The data for both NT and WA studies are made available through the European Genome-phenome Archive (EGA), subject to review by a study-specific Data Access Committee (DAC). This DAC is chaired by a leading Clinical Geneticist from Genetic Services of Western Australia, with membership including the Head of Aboriginal Research at the Telethon Kids Institute (TKI), the Associate Director for Aboriginal Programs at the Menzies School of Health Research, the Head of the Chronic & Severe Diseases Research Focus Area at TKI and Clinical Lead and Co-Director for Diabetes and Obesity Services at the Perth Children’s Hospital, the Director of the Office of Public Health Genomics for the WA Health Department, a leading Genetic Statistician from TKI, and a Senior Research Fellow in Aboriginal Health at TKI. The DAC is managed ex officio by a genetic ethicist. Access to data will be granted to qualified researchers for appropriate health related uses. A qualified researcher refers to a scientist, who is employed, or a student enrolled at, or legitimately affiliated with an academic, non-profit or government institution, or a commercial company performing Aboriginal health related diagnostic services. Applicants are asked to complete a basic application form (which includes a brief summary of the proposal, so that the DAC can determine if the planned usage falls within consents) and to agree to the terms and conditions laid out in the Data Access Agreement (DAA). The DAA must be signed by the applicant and the relevant Head of Department, Head of Institute, or equivalent. If applications include a named collaborator then the collaborator’s Institution must sign and submit a separate Data Access Agreement. Review by the DAC takes 2–3 weeks and if the application is approved, access via the EGA is then arranged for the applicant (https://www.ebi.ac.uk/ega/about/access). The application form, data access agreement, and further information are available from our website: https://www.telethonkids.org.au/aghs.

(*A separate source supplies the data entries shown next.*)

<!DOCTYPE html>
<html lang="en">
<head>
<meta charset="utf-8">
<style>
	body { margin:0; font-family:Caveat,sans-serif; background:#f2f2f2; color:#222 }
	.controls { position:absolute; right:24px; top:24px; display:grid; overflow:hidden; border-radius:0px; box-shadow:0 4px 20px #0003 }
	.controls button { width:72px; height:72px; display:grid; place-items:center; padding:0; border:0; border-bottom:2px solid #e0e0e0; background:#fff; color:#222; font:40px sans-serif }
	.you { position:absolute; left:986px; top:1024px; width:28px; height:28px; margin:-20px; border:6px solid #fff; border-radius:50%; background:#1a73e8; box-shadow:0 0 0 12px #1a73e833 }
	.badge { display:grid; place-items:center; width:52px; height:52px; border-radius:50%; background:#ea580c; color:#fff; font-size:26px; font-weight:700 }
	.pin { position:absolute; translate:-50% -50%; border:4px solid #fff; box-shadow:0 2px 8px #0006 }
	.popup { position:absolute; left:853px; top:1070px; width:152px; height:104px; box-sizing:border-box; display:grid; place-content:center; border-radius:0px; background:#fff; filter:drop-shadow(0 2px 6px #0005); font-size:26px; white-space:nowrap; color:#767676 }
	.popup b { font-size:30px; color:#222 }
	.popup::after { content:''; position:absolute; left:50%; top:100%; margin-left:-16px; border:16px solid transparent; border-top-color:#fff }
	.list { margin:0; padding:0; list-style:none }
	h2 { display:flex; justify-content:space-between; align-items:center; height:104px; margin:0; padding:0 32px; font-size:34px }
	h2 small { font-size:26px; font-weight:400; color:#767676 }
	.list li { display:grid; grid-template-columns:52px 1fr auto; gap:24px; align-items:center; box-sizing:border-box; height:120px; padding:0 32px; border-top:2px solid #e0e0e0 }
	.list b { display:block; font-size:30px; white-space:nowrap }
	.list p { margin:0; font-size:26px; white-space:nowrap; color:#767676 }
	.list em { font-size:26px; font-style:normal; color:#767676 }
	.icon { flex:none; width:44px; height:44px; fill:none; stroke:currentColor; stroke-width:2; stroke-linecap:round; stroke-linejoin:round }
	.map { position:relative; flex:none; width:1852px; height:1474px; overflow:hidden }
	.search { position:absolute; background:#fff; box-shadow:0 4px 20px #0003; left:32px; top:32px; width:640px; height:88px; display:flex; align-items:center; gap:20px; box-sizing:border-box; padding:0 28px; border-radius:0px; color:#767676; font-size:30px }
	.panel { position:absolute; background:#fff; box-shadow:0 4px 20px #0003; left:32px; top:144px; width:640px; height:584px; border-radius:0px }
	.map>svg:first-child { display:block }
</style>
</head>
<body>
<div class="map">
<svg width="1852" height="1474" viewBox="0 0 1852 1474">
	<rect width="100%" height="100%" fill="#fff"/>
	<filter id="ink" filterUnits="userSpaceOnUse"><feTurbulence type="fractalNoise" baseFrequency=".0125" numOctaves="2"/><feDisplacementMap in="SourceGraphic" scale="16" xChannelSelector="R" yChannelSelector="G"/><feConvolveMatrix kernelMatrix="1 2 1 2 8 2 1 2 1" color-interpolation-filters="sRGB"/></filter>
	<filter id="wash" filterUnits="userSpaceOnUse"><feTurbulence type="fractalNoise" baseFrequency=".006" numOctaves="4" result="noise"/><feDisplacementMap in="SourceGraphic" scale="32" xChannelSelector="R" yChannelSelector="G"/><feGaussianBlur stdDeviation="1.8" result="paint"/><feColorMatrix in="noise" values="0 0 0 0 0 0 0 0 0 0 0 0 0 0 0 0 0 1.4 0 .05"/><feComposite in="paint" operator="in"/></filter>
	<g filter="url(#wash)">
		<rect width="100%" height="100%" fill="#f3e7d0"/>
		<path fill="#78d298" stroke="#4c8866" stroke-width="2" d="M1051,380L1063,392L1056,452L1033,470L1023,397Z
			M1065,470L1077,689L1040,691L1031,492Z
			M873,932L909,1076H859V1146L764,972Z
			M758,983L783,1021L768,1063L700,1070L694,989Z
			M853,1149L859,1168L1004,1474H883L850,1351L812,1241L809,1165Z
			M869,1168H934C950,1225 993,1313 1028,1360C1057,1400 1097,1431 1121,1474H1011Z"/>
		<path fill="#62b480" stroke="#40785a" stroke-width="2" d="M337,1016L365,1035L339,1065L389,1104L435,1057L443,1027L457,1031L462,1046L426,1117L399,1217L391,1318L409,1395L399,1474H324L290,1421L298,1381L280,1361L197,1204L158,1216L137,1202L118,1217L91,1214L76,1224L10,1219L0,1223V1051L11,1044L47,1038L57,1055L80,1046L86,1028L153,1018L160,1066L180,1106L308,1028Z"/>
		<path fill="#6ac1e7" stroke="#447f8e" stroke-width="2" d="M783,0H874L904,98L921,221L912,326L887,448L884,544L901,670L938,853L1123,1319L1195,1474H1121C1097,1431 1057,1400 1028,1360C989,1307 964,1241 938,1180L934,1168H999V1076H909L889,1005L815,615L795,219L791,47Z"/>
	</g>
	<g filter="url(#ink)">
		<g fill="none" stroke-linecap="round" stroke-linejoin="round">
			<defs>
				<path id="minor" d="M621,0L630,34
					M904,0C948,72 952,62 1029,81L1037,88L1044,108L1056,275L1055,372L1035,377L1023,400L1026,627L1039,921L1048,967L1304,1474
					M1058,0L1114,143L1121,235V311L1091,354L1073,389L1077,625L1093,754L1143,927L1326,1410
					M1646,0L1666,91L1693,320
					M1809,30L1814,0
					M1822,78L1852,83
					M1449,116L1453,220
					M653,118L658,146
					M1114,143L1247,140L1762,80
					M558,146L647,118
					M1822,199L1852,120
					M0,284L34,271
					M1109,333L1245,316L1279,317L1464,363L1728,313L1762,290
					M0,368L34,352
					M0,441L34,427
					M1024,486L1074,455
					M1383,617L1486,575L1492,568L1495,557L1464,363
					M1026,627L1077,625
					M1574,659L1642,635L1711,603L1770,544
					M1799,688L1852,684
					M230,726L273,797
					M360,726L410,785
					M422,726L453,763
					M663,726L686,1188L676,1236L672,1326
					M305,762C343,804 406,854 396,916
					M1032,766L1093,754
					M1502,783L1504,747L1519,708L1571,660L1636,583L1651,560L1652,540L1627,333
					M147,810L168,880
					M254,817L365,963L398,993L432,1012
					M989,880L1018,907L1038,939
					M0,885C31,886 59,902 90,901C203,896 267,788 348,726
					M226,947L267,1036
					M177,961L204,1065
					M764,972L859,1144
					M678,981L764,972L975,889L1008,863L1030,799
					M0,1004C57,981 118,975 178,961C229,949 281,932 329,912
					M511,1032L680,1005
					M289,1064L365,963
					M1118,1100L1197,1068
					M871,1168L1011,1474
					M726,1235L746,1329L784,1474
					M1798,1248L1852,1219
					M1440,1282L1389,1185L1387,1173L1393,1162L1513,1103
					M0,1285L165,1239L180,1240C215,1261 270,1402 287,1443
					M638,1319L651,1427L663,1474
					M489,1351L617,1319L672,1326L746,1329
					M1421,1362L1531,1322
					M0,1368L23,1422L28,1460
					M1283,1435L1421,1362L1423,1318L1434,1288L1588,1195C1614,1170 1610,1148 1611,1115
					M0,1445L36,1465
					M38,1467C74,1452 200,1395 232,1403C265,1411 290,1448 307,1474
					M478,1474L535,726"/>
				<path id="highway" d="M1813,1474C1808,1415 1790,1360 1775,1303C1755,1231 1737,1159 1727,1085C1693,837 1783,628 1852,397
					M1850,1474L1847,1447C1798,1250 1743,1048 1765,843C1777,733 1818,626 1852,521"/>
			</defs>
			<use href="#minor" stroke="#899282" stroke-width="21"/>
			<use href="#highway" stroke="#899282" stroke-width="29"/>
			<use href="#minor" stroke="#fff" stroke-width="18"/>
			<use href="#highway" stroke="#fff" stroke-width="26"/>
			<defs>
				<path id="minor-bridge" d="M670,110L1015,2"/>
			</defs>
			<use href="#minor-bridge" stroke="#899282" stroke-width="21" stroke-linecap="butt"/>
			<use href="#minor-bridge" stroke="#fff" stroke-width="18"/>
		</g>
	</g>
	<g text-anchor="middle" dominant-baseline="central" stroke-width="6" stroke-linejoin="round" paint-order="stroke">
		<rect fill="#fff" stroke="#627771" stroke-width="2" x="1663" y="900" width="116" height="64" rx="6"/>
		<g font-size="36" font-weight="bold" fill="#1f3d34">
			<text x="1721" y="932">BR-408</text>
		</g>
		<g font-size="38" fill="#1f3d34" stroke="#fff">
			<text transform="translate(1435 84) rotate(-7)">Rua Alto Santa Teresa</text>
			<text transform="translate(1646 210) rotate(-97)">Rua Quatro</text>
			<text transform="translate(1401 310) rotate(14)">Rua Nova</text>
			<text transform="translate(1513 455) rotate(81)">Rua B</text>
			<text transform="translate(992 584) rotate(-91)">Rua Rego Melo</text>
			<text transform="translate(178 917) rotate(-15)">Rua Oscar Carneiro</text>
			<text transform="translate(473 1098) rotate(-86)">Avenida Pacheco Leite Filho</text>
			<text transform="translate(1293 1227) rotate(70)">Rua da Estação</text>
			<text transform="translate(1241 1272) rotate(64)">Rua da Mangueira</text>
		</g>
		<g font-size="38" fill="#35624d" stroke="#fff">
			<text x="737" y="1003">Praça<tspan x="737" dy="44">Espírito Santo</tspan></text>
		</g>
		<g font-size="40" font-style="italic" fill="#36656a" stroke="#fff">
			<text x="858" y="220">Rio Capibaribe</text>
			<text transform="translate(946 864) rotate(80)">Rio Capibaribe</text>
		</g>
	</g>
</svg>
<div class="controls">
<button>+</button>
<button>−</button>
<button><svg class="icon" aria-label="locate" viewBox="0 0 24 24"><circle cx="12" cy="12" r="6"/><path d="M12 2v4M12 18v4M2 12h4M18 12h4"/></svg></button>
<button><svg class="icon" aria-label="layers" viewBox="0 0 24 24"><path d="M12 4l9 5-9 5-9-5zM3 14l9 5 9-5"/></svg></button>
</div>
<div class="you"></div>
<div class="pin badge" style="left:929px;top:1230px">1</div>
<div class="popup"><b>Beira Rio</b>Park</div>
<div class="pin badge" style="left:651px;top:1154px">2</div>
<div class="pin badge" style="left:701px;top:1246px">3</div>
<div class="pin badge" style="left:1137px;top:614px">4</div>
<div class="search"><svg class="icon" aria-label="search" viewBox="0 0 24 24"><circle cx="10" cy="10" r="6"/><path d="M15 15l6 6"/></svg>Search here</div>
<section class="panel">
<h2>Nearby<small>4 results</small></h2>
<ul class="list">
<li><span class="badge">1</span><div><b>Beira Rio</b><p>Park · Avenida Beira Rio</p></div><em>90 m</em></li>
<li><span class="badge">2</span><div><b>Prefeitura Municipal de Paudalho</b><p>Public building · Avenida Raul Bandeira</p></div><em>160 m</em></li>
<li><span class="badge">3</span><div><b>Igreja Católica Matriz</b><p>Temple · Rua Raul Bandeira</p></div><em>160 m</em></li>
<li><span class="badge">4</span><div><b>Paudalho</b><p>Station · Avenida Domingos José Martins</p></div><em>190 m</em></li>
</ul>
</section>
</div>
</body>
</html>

Permission to lodge de-identified genotype and basic demographic data (broad geographical location, age, sex and phenotype information) in the EGA was obtained from the Board of the local Aboriginal Health Service in WA, and from the project steering committee in NT. It should be noted that these approvals are for use of the data in health-based research, and not for use in pure population genetics research. The data are provided as reference data for health-based research and translation in Aboriginal Australian communities.